The fungal disease index, modeled after the University of Georgia Tomato Spotted Wilt Virus Index, assigns points to each production variable in the categories of leafspot diseases, white mold and Rhizoctonia limb rot. Growers then can evaluate the potential risk in a given field and use this information in preparing for disease in a coming season as “low,” “medium” or “high.”

Currently, the index is an excellent educational tool for the grower, says Kemerait. Not only does it help the grower predict the severity of disease in the field in the coming season, but it also allows him to assess how changes in a production program may affect risk.

The ultimate goal of the index, says Kemerait, is to make recommendations to peanut producers for acceptable fungicide programs, what he prefers to call “prescription programs.”

“Most growers follow a calendar schedule for spraying fungicides. But with a prescription program, a grower who hasn't had a problem with diseases and has a good rotation might could get by with fewer sprays, provided he controlled soil-borne diseases. That's the direction we'd like to take the index,” he says.

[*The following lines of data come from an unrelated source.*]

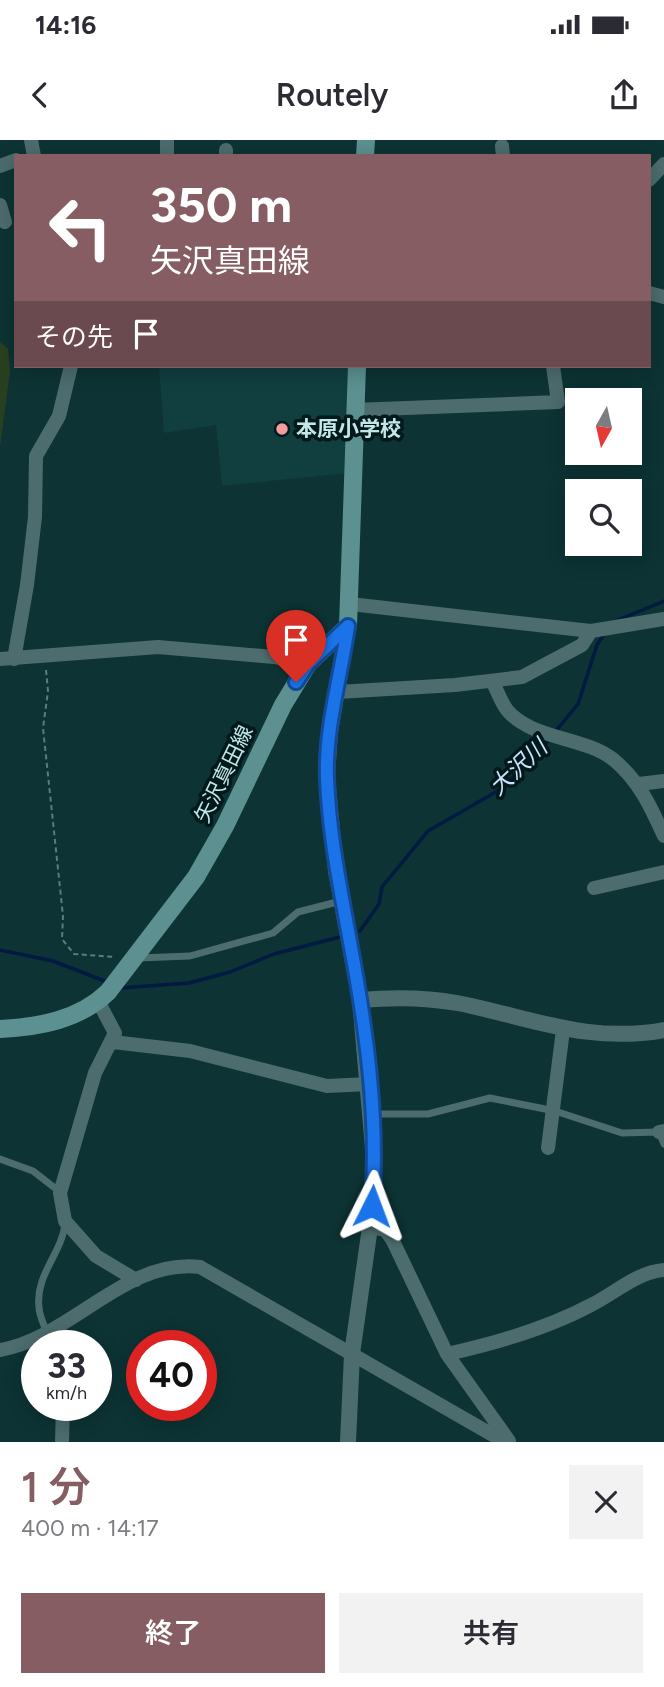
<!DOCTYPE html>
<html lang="ja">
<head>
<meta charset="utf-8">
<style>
	body { margin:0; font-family:Figtree,"Noto Sans JP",sans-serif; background:#f2f2f3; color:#2b2b33; height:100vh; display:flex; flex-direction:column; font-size:26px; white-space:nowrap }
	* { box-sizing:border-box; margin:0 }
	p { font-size:23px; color:#7c7c81 }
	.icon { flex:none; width:38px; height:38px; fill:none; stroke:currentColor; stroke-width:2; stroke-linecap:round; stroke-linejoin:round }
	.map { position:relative; height:1302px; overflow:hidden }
	.drawer { display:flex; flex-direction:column; background:#fff; flex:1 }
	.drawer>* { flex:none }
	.banner { position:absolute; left:14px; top:14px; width:637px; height:214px; border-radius:0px; box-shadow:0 4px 18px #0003; background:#865d63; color:#fff; overflow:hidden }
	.needle { width:46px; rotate:188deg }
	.tools { position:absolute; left:565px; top:248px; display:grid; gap:14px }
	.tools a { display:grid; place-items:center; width:77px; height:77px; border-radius:0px; background:#fff; box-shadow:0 4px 18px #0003; font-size:35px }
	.speed { position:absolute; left:21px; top:1190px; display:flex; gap:14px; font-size:35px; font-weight:700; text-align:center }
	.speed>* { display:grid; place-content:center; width:91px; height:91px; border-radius:50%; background:#fff; box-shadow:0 4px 18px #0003; line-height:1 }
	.speed small { font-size:18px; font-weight:400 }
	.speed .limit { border:10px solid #d22; background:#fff; color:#111 }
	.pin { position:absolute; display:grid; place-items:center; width:60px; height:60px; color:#fff; margin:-72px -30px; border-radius:50% 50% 50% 0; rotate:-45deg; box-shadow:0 0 7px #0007 }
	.pin .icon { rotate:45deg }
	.me { position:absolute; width:77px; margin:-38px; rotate:3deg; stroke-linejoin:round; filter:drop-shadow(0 0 5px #0008) }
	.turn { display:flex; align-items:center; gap:24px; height:147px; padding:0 21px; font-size:32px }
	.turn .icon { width:91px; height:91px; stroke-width:2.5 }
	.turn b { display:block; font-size:49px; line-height:60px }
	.then { display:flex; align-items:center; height:66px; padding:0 21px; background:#0003; gap:14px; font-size:26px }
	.round { display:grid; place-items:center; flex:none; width:74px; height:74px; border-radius:0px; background:#f2f2f3 }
	.summary { display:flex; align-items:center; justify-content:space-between; height:119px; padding:0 21px }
	h1 { font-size:42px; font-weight:600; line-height:52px; color:#865d63 }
	.cta { display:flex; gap:14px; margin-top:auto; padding:14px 21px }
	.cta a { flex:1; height:80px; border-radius:0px; background:#865d63; color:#fff; font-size:28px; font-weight:600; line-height:80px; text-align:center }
	.cta a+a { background:#f2f2f3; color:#2b2b33 }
	.status { display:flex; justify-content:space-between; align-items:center; height:49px; padding:0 35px; background:#fff; direction:ltr }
	.status svg { height:19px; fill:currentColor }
	header { display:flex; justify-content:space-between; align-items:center; height:91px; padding:0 21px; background:#fff; font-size:32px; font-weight:600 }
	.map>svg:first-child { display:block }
	.built { fill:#113e3f }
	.green { fill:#294020 }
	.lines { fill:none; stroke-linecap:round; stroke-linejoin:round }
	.stream { stroke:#011a41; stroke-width:3.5 }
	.path { stroke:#5a7e7f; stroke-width:2; stroke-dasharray:5 3.5; stroke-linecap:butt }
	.service { stroke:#4d6c6d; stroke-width:7 }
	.minor { stroke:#4d6c6d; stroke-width:14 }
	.tertiary { stroke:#4d6c6d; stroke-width:16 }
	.secondary { stroke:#5c9091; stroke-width:18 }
	.route-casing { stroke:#114b97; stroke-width:18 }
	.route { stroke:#1a73e8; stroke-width:12 }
	.poi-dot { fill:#f59b9d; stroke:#00191a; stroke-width:2.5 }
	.labels { text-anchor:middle; stroke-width:7; stroke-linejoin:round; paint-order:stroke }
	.poi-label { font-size:21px; font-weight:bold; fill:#c5e6e7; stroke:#00191a; text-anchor:start }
	.street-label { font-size:21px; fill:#c5e6e7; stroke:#00191a }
	.water-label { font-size:23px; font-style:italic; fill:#cee1fd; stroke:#00191a }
</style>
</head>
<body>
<div class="status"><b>14:16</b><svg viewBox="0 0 49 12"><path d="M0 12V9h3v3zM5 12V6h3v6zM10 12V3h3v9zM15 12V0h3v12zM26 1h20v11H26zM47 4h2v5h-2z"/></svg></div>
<header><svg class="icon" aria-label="back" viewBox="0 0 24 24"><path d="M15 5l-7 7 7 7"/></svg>Routely<svg class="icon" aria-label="share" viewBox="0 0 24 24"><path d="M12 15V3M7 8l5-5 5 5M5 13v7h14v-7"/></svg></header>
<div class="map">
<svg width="664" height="1302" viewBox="0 0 664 1302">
	<rect width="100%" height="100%" fill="#0d3334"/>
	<path class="built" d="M 159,226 L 349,226 L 347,333 L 222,346 L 216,285 L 164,293 Z"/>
	<path class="green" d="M 0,202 L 8,209 L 10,231 L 0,307 Z"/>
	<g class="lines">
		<path class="stream" d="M 613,482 L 664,461
			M 555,592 L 578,564 L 597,505 L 604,494
			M 360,791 L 379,764 L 382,747 L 428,691 L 501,649 L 551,598
			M 0,810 L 53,821 L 107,842
			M 120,848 L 189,843 L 230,832 L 274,814 L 340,797"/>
		<path class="path" d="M 46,530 L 48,551 L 43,588 L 63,776 L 62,799 L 74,814 L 114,817"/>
		<path class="service" d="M 138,818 L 190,816 L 273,793 L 298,772 L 341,761
			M 371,974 L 428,974 L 490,958 L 555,971 L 622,993 L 659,992 L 664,1004
			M 0,1019 L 33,1031 L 60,1052
			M 47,1194 C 45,1186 39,1176 39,1167 C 35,1135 62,1113 65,1084"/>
		<path class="minor" d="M 31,0 L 34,16
			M 502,6 L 503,16
			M 226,10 L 226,16
			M 167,16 L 167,0
			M 0,26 L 16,20
			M 649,40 L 664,24
			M 0,65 L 5,82
			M 649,153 L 664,157
			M 354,270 L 558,262 L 553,226
			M 350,464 L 591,491 L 664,479
			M 0,519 L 158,507 L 274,517 L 308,524
			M 14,519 L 27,445 L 35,377 L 36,316 L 59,276 L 71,226
			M 492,541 C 497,550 501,562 507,570 C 532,600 584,596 614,620 C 639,641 651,667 664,696
			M 338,552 L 455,545 L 522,537 L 582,505 L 591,491
			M 639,644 L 664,641
			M 594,748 L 664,732
			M 98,861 L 115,893 L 95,933 L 60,1053 L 65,1081 L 96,1116 L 136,1140
			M 113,902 L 190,911 L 327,946 L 369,944
			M 659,992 L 664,991
			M 548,1008 L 563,890
			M 370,1087 L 385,1090 L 392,1099 L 447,1214 L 509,1301
			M 0,1210 C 71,1198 125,1118 200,1127 L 505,1302
			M 447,1214 C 497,1203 546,1189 591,1165 C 615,1153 637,1132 664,1130
			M 62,1302 L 63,1265"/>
		<path class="tertiary" d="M 360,860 C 393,857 424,857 457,863 C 530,877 587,904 664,890
			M 348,1302 L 352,1214 L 370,1087 L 374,1019 L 360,860 L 336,731 L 327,637 L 330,592 L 348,486"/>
		<path class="secondary" d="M 365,16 L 366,0
			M 0,889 C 39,887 79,880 108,852 L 196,737 L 225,686 L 283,565 L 308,524 L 348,486 L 357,226"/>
	</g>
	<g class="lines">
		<g class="route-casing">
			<path id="route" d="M 296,542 L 308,524 L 348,486 C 341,536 325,588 327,638 C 329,694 340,747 350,802 C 366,887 379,979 372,1066"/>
		</g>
		<use href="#route" class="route"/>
	</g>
	<circle class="poi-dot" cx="282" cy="289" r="7"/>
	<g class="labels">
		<g class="poi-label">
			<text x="296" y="296">本原小学校</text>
		</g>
		<g class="street-label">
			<text transform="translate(224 634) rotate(-64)" y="7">矢沢真田線</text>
		</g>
		<g class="water-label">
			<text transform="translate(518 627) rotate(-43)" y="8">大沢川</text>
		</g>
	</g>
</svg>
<div class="tools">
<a><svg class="needle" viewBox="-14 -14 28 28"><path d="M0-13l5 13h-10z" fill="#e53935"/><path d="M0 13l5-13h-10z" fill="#7c7c81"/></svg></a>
<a><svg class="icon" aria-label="search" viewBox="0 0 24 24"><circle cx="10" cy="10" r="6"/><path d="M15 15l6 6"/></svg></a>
</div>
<div class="speed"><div>33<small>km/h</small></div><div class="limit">40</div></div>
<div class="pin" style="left:296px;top:542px;background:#d93025"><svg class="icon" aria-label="arrive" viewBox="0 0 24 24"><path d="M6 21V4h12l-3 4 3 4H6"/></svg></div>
<svg class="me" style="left:372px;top:1066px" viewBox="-20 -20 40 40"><path d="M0-17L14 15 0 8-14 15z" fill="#1a73e8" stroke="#fff" stroke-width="4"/></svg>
<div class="banner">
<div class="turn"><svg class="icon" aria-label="left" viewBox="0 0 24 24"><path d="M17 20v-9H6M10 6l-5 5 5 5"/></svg><div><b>350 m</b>矢沢真田線</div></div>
<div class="then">その先<svg class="icon" aria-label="arrive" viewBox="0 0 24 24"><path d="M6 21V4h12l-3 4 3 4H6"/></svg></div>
</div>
</div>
<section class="drawer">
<div class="summary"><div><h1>1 分</h1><p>400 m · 14:17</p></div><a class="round"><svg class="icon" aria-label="close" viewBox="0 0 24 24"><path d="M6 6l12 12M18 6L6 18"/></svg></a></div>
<div class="cta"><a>終了</a><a>共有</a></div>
</section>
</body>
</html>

The fungal disease index was first released in 2003, says Kemerait, and for the sake of simplicity, white mold and Rhizoctonia limb rot were grouped together under the single category of “soil-borne diseases.”

“But in 2004, we found it necessary to estimate the risk for these two diseases independently because they are affected by field factors in different ways. For example, some new peanut varieties have resistance to white mold that is better than that found in Georgia Green. However, some of these same varieties are more susceptible to Rhizoctonia limb rot,” says Kemerait.

Another example, he continues, would be in the area of crop rotation. Crop rotation with cotton will decrease the risk of white mold, as cotton is not a host for the white mold fungal pathogen, he adds.

“However, both cotton and peanuts are hosts for Rhizoctonia solani, the causal agent of Rhizoctonia limb rot. Therefore, rotating peanuts with cotton will reduce the risk of white mold to a much greater degree than it will reduce the risk of limb rot.”

In addition, more peanut varieties have been evaluated and included for disease resistance in the 2004 version of the risk index.

Another change from last year, says Kemerait, is the leafspot risk assigned to twin-row peanuts versus single-row peanuts. “Last year, the index indicated there was a little more risk to leafspot in twin rows than in single rows.

We've looked at that further, and for growers on a fungicide program, or growers in general, there's no increased risk to leafspot whether you are on single or twin rows.”